L’indicateur peut également contribuer à l'évaluation du type d’habitat des écosystèmes terrestres, côtiers et d’eau douce (Habitat d’Intérêt Communautaire selon la DHFF) listé au Règlement relatif à la restauration de la nature (Annexe 1) :

- Lagunes côtières

Objet évalué
L’indicateur MACROPHYTE utilise la couverture et la diversité des macrophytes pour évaluer l'état écologique des lagunes oligo- et méso-halines.
Finalité(s)
F1. Le bon état des espèces et habitats à statut, patrimoniaux ou méritant de l’être [espèces rares, menacées]
F4. Le bon état des eaux marines
Déclinaison locale des finalités
Réseau de suivi DCE pour les MET lagunes oligo- et méso-halines sur la façade Méditerranée.
Thème(s)
Patrimoine naturel
- Habitats benthiques
Qualité de l'eau
- Etat écologique
Réglementation
DCE [Directive-cadre sur l'eau]
Ecorégion
Ecosystèmes tempérés
Méditerranée
DPSIR
Etat
Impacts
Export
Données brutes

Acquisition des données : lagunes oligo- et méso-halines, indicateur MACROPHYTES

Source des données
Les données proviennent des suivis DCE dans les MET lagunes côtières oligo- et méso-halines pour le sous-élément de qualité macrophytes. Le jeu de données comprend 10 sites correspondant à 8 masses d’eau de transition (3 sites, Crey, Charnier et Scamandre sont regroupées en une seule masse d’eau).
Stratégie spatiale
Les peuplements de macrophytes sont mesurés sur 3 points sur chaque station. Ainsi, en plus du point principal, 2 points complémentaires sont placés en sélectionnant à partir des directions des 4 points cardinaux les deux points les plus proches des berges.
Stratégie temporelle
Les campagnes de prélèvement sont effectuées une fois tous les trois ans entre mi-juin et fin juillet.
Moyens humains et matériels
Moyens humains : 2 agents.
Moyens matériels : 1 embarcation, 1 râteau, 1 transect de 30 m, GPS, disque de Secchi.
Protocole de récolte

L’observation des macrophytes est effectuée à l’aide d’un râteau depuis un bateau avec le protocole Grillas & David (2010) (Figure 1), dérivée de la méthode de référence pour les plans d’eau douce de Dutartre & Bertrin (2009). Dans chaque station, un point fixe est installé (ancre, piquet, etc.) et dans un rayon de 30m autour du point, le recouvrement total des macrophytes est estimé visuellement lorsque cela est possible (bonne transparence ou macrophytes affleurant la surface). A partir de ce point, un transect de 30 m est établi dans une direction au hasard (souvent dans le sens du vent pour faciliter la manœuvre). Des points de mesure des macrophytes sont réalisés à l’aide du râteau tous les mètres le long du transect. La manipulation du râteau comporte au moins un demi-tour (180°) sur lui-même au contact du fond (Figure 1).

Le point de départ et d’arrivée de chacun des transects est relevé à l'aide d'un GPS. La profondeur de l'eau est mesurée au début, au milieu et à la fin de chaque transect.

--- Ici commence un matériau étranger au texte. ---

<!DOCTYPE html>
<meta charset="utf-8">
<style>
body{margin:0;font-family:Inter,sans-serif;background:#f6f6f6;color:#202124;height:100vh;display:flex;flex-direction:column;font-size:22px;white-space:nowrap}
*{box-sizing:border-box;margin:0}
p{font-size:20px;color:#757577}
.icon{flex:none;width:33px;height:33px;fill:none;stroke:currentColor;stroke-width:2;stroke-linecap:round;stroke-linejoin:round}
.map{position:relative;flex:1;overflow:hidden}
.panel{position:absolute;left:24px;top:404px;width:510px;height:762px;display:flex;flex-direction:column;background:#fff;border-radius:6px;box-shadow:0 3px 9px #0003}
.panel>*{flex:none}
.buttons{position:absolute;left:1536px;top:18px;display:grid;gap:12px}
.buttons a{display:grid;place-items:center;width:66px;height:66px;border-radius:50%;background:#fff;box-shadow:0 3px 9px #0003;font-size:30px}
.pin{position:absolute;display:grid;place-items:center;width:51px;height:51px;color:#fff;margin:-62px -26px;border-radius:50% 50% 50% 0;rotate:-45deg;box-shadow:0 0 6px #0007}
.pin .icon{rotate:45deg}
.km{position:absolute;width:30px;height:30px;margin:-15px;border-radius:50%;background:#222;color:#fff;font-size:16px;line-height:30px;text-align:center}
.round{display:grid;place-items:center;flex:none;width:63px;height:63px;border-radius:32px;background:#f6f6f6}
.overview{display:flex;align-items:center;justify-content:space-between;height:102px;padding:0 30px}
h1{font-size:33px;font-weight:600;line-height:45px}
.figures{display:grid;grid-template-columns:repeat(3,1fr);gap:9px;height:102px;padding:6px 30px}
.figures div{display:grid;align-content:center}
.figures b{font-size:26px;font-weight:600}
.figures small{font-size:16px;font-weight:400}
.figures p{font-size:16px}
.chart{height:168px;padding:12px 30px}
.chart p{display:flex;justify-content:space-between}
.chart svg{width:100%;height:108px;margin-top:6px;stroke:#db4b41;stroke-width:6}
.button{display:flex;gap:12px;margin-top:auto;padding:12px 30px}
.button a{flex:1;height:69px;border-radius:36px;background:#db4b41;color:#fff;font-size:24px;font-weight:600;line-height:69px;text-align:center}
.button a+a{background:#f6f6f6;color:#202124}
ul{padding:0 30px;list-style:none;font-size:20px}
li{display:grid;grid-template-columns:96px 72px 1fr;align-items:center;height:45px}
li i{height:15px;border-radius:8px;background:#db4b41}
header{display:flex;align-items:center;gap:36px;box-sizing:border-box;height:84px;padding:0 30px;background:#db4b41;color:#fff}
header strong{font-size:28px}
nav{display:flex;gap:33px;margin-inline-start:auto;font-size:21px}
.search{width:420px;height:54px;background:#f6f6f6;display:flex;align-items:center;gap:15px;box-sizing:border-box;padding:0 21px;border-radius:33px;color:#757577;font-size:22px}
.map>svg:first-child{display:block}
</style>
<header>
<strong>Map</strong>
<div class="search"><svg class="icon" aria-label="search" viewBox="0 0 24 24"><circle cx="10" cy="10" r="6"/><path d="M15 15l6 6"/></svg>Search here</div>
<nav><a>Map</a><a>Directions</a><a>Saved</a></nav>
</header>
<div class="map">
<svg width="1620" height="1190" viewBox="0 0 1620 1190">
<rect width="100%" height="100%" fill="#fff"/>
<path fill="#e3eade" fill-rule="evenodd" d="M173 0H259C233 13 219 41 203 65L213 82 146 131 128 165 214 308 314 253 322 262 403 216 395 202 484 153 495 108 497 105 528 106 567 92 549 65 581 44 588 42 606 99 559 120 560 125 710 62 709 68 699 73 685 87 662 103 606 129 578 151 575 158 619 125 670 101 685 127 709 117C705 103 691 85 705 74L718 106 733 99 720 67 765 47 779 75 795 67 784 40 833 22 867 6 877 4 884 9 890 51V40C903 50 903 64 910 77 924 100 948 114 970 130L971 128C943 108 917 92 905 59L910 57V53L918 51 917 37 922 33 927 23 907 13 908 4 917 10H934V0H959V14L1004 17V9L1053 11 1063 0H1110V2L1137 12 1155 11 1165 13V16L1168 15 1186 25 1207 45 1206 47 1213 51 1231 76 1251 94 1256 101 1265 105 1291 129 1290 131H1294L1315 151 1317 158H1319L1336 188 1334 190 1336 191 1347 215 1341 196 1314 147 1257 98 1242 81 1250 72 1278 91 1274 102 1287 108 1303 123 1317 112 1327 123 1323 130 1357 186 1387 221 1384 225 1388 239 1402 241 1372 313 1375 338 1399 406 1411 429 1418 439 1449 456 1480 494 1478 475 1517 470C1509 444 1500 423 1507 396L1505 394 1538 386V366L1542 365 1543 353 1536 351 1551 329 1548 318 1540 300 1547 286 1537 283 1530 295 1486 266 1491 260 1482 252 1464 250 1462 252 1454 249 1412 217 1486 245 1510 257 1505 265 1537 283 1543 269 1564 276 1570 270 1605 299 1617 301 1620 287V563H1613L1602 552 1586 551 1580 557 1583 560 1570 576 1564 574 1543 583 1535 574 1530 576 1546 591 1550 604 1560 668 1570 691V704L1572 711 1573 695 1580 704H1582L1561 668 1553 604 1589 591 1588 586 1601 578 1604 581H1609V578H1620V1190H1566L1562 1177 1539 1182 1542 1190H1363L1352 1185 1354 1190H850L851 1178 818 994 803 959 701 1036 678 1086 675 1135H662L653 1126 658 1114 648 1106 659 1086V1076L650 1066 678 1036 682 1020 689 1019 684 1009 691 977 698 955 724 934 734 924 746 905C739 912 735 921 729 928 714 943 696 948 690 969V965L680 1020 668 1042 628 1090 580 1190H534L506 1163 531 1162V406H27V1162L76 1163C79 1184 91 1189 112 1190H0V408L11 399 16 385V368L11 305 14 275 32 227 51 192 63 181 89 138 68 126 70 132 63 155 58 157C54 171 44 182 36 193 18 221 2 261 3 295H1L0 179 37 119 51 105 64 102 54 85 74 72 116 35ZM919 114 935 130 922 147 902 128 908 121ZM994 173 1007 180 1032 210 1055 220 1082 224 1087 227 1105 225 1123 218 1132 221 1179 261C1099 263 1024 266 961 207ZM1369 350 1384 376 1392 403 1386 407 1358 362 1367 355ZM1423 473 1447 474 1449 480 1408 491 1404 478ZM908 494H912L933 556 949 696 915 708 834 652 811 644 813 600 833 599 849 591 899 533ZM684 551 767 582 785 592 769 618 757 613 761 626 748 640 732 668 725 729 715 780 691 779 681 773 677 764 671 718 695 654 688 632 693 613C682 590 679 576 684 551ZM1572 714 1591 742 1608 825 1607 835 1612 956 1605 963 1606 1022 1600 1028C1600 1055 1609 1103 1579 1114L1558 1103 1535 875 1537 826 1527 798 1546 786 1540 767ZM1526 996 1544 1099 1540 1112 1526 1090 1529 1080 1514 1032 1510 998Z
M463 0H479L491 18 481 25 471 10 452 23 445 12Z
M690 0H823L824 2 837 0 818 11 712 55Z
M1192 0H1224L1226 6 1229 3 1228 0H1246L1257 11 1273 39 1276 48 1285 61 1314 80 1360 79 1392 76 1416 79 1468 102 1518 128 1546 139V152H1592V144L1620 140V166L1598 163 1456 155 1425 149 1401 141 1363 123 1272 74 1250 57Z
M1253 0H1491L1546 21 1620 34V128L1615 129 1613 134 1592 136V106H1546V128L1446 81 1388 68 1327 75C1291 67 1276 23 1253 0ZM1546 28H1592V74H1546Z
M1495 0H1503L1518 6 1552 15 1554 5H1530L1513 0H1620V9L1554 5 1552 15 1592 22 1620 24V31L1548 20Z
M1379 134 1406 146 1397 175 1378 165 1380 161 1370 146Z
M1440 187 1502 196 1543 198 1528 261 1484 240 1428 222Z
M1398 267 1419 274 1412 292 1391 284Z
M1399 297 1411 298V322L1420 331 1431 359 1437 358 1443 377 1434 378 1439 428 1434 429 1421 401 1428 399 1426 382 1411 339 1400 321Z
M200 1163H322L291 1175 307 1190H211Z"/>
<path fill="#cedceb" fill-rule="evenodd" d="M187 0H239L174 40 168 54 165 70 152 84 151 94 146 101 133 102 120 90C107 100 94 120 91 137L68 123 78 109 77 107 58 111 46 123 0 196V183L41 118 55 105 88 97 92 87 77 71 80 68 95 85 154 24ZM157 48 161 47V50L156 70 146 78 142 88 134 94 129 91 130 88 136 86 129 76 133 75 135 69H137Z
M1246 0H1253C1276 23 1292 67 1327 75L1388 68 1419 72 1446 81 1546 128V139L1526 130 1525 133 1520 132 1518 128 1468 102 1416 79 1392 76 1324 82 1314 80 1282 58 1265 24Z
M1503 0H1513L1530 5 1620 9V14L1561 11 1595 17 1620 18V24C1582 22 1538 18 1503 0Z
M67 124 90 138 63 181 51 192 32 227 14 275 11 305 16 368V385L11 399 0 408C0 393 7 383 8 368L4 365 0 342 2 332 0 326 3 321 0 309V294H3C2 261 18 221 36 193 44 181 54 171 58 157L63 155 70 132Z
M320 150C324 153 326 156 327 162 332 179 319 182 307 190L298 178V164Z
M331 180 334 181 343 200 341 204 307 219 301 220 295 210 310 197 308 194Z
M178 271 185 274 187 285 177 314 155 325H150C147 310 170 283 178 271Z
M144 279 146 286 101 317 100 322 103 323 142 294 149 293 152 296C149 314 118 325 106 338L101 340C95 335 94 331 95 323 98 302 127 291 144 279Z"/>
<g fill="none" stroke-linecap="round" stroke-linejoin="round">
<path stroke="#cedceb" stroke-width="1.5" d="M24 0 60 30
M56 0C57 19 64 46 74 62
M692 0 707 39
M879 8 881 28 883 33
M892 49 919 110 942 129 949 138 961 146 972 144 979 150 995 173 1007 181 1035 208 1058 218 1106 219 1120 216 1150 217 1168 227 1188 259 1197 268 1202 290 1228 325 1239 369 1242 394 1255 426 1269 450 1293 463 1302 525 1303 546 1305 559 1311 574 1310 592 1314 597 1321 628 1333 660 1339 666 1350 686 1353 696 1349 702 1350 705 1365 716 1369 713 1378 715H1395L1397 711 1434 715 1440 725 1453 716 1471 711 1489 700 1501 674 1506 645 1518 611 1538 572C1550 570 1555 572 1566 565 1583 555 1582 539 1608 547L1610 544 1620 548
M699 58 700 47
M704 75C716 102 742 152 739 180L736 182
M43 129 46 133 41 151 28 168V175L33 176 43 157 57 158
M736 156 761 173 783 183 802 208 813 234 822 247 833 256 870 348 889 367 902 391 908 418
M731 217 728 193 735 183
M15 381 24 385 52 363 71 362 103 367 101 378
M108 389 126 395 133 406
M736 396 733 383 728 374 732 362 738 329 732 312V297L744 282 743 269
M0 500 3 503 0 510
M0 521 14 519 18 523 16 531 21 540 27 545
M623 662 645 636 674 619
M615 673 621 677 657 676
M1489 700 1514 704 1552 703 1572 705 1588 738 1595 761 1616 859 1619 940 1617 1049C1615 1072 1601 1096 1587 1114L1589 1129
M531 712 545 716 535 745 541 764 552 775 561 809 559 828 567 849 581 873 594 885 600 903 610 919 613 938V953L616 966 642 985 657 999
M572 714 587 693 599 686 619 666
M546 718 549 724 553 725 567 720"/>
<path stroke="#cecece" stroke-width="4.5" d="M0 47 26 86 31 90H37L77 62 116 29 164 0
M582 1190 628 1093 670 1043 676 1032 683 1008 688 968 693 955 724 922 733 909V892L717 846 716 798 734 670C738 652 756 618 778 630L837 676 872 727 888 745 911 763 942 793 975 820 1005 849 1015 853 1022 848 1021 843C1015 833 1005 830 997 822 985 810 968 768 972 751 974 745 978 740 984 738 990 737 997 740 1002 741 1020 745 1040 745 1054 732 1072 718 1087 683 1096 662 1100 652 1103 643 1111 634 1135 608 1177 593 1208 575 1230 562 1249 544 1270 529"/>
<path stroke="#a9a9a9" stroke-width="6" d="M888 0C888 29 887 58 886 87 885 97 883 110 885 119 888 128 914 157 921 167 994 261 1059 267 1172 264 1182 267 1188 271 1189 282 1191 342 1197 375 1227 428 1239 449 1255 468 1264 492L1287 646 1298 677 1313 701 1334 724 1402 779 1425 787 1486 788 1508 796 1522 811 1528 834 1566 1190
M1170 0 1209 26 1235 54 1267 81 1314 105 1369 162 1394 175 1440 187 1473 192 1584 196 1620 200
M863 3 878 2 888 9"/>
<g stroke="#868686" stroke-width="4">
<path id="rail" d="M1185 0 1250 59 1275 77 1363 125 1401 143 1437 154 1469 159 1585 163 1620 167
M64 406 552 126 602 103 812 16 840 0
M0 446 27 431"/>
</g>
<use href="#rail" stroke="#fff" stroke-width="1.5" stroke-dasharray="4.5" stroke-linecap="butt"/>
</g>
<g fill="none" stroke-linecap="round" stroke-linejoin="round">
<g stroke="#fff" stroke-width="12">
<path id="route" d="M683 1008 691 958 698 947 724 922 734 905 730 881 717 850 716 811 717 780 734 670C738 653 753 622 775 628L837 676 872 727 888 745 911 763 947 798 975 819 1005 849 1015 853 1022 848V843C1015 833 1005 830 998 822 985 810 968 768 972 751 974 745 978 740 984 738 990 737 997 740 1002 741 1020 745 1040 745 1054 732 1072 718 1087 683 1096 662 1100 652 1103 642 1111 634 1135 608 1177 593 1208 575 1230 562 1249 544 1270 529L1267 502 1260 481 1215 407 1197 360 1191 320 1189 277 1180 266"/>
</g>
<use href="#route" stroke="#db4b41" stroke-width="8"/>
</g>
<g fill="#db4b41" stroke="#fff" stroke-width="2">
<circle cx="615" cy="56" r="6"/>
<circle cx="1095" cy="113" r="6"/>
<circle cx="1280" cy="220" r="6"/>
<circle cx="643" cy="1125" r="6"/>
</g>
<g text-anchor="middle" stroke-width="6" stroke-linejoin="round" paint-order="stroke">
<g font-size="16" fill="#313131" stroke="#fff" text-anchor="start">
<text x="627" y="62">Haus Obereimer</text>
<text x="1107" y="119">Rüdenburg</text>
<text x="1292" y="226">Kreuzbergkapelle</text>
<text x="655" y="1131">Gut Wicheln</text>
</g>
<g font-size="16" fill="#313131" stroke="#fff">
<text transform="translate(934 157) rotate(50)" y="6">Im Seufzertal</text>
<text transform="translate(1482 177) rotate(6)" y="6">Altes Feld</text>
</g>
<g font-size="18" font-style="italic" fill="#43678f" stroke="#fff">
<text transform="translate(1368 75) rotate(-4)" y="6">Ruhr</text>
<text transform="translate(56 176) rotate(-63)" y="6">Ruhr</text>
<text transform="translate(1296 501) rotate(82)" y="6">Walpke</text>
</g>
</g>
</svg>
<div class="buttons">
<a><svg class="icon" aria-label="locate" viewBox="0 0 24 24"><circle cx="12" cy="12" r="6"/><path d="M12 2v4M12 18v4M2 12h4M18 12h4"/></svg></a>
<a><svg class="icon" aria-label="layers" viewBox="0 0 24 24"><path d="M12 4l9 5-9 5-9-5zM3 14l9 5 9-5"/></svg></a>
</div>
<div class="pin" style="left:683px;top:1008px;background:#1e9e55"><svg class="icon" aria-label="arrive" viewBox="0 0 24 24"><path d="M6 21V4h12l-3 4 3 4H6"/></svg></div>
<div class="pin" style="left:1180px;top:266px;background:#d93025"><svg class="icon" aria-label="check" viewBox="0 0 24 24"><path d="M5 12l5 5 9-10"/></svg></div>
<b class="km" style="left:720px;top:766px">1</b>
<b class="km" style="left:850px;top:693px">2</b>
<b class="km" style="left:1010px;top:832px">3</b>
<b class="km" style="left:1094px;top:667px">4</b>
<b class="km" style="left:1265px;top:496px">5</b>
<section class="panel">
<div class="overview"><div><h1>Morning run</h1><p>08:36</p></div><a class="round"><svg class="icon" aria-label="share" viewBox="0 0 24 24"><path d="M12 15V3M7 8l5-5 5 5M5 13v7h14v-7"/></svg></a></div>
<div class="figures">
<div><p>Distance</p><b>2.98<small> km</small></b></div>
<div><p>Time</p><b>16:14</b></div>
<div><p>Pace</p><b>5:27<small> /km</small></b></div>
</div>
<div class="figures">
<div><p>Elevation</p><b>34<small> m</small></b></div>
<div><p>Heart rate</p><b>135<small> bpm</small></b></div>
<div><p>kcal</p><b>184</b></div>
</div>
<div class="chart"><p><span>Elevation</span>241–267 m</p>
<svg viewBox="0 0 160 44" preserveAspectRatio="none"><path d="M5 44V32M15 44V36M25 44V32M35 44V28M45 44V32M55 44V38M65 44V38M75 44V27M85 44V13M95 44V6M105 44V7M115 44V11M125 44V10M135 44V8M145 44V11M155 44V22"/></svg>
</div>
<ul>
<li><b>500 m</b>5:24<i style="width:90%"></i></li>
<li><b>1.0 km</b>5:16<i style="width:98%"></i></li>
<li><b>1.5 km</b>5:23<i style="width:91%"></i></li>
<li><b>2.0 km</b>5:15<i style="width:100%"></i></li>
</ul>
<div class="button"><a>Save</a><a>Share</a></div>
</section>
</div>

La transparence de l’eau et la turbidité sont mesurées au point de départ à l’aide d’un disque de Secchi. L’abondance des taxons récoltés est évaluée pour chaque espèce selon une gamme de 1 à 5 (Tableau 1 ; Dutartre & Bertrin 2009).

Figure 1 : Prélèvement de macrophytes à l'aide d'un râteau (Grillas & David, 2010)

Tableau 1 : Classes de recouvrement selon Dutartre & Bertrin (2009)

Un recouvrement par espèce et par groupe est calculé. Il s’agit de la somme des coefficients d’abondance par points de mesure, divisé par la valeur maximale possible sur le transect (5 × 30 = 150). Un recouvrement de 100% pour une espèce se traduit par l’attribution d’un coefficient de 5 pour les 30 points d’échantillonnage au sein d’une placette. Les recouvrements par groupes (recouvrements d’espèces cumulés) peuvent donc dépasser 100% et sont donc ramenés à cette valeur maximum. L’indicateur macrophytes est basé sur la valeur indicatrice des espèces réparties en 5 groupes le long du gradient d’eutrophisation (Sanchez & Grillas, 2012 ; Tableau 2).

Tableau 2 : Groupes d’espèces selon leur valeur indicatrice (Sanchez & Grillas, 2012).

 

L’abondance totale des macrophytes par prélèvement est calculée comme la somme des abondances de chaque espèce. L’abondance totale peut dépasser la valeur de 5 lorsque plusieurs taxons sont présents.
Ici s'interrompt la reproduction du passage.